# [Problem requirements]
Count the lines holding the string "symbols" in the records, and give only the count.

Start of Block

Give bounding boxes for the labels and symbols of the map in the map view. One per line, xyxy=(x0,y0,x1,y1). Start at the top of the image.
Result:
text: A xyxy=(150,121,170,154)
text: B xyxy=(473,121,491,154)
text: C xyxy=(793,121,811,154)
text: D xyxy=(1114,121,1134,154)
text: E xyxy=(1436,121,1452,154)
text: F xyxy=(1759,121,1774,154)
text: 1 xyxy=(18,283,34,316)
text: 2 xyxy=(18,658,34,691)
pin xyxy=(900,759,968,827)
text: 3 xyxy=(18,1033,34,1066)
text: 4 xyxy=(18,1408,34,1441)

End of Block
Start of Block

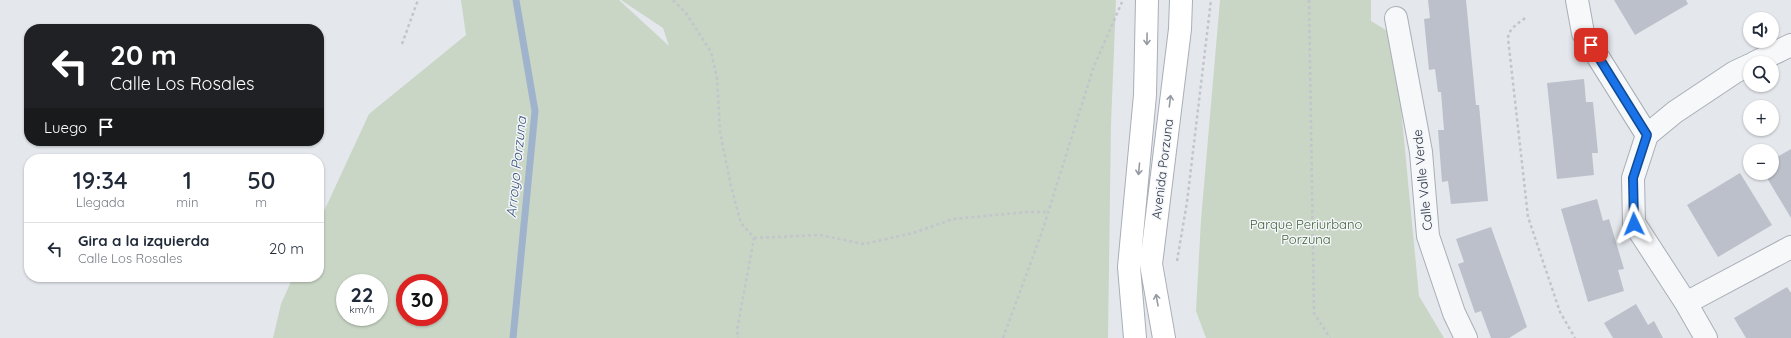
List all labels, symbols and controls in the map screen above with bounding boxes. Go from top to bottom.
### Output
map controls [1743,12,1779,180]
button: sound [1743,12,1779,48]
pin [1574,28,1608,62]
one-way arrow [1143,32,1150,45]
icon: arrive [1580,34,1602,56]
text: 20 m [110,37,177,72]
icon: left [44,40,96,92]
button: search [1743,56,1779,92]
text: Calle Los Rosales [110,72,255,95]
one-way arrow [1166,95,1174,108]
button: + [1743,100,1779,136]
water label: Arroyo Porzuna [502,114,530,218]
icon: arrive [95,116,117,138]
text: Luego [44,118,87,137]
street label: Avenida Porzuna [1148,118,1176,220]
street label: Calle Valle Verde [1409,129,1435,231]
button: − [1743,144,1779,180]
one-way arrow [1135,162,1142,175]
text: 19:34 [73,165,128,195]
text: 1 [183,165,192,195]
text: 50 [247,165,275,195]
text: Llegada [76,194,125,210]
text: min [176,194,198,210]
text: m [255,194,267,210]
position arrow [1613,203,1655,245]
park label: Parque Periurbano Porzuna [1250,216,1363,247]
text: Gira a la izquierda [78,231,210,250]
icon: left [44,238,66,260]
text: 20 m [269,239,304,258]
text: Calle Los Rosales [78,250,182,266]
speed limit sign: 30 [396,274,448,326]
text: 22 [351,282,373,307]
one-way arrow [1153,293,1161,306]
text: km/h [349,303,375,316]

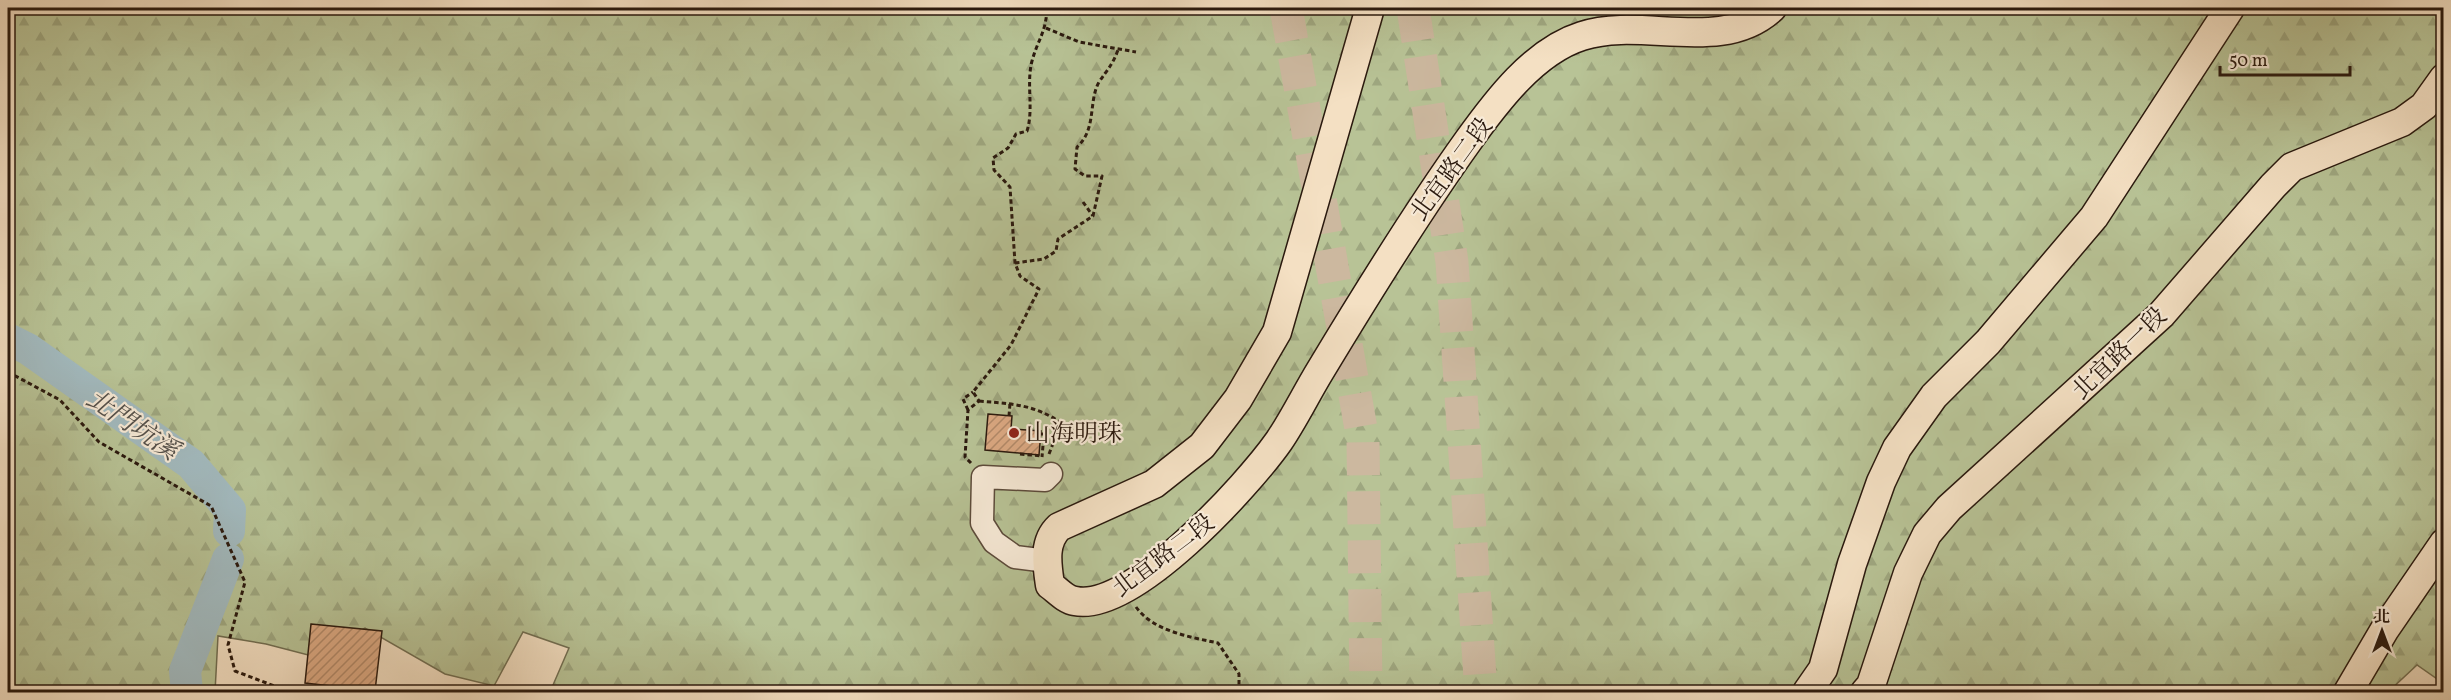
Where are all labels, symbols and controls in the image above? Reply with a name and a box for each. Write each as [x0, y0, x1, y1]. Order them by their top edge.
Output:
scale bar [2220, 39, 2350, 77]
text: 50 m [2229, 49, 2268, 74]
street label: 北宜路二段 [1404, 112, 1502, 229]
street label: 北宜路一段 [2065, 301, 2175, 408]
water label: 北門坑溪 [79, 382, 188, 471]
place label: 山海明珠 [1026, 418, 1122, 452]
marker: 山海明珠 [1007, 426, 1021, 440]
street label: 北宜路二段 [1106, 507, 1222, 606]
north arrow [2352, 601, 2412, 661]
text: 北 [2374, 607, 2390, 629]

End of Block
Start of Block

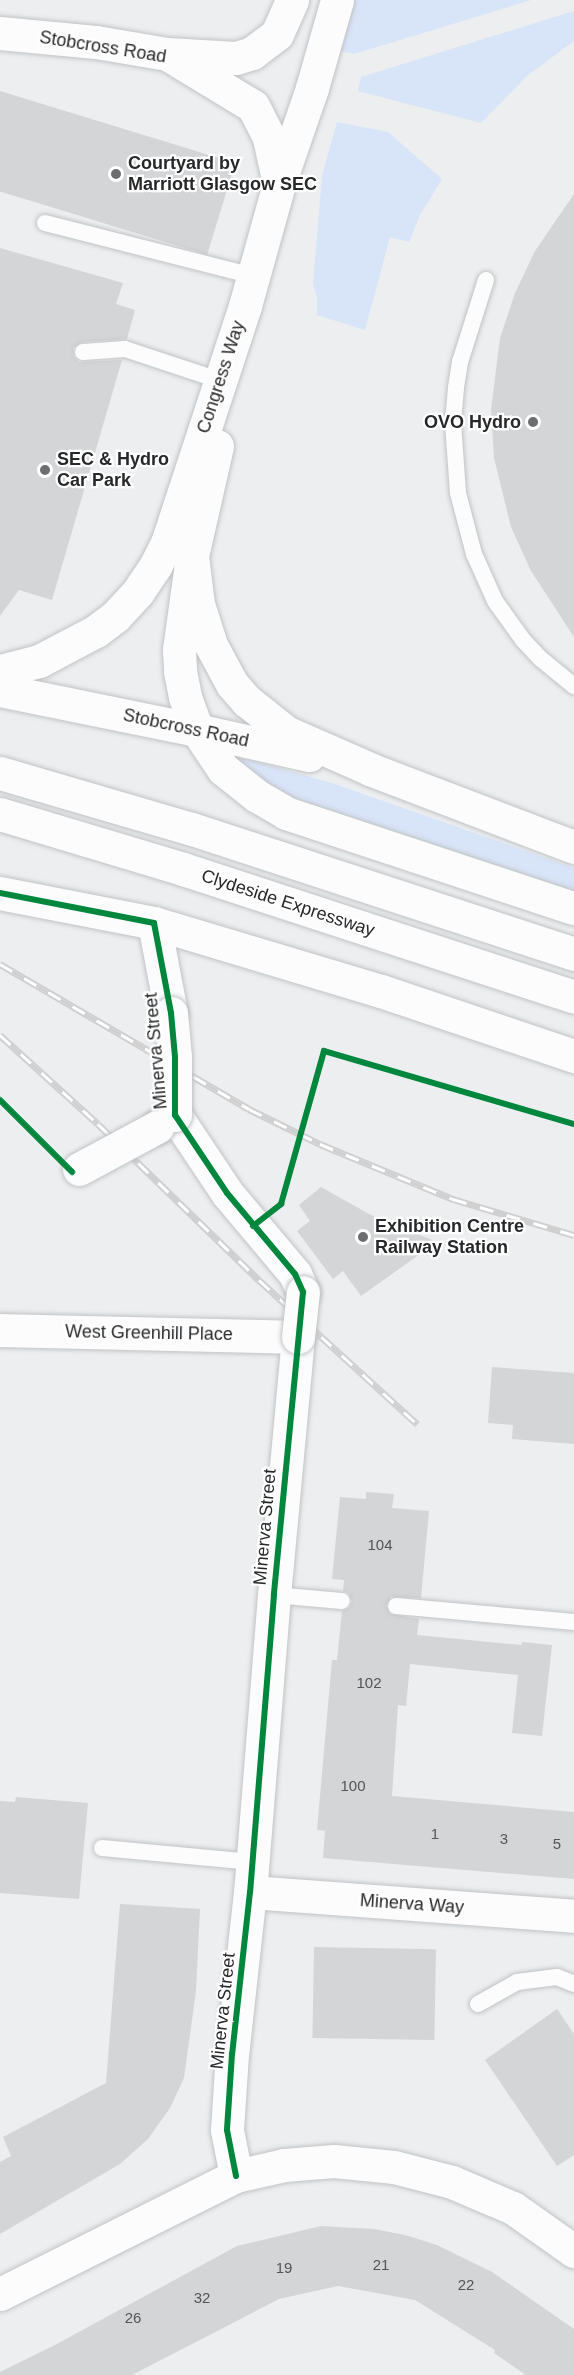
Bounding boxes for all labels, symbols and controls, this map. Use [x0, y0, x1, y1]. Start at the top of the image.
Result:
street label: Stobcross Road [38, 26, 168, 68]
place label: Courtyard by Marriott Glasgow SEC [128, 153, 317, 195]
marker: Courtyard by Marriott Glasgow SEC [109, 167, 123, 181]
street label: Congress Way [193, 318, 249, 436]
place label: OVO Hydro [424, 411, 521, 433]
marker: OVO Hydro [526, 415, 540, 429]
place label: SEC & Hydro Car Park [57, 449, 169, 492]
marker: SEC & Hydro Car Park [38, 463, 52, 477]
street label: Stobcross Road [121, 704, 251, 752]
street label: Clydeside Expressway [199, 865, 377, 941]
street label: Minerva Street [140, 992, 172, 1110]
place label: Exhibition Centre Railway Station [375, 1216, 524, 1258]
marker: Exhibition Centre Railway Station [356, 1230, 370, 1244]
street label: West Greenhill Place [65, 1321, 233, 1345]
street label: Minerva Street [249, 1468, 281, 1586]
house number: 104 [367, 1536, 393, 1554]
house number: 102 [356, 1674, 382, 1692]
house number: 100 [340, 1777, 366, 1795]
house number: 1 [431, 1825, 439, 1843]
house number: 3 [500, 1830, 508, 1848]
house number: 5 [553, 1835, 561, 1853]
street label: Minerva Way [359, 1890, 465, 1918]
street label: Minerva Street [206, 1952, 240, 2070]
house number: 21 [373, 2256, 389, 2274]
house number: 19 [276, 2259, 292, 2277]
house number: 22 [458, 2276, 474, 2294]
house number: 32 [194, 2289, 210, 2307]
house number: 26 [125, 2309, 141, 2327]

End of Block

# [Output of the task]
4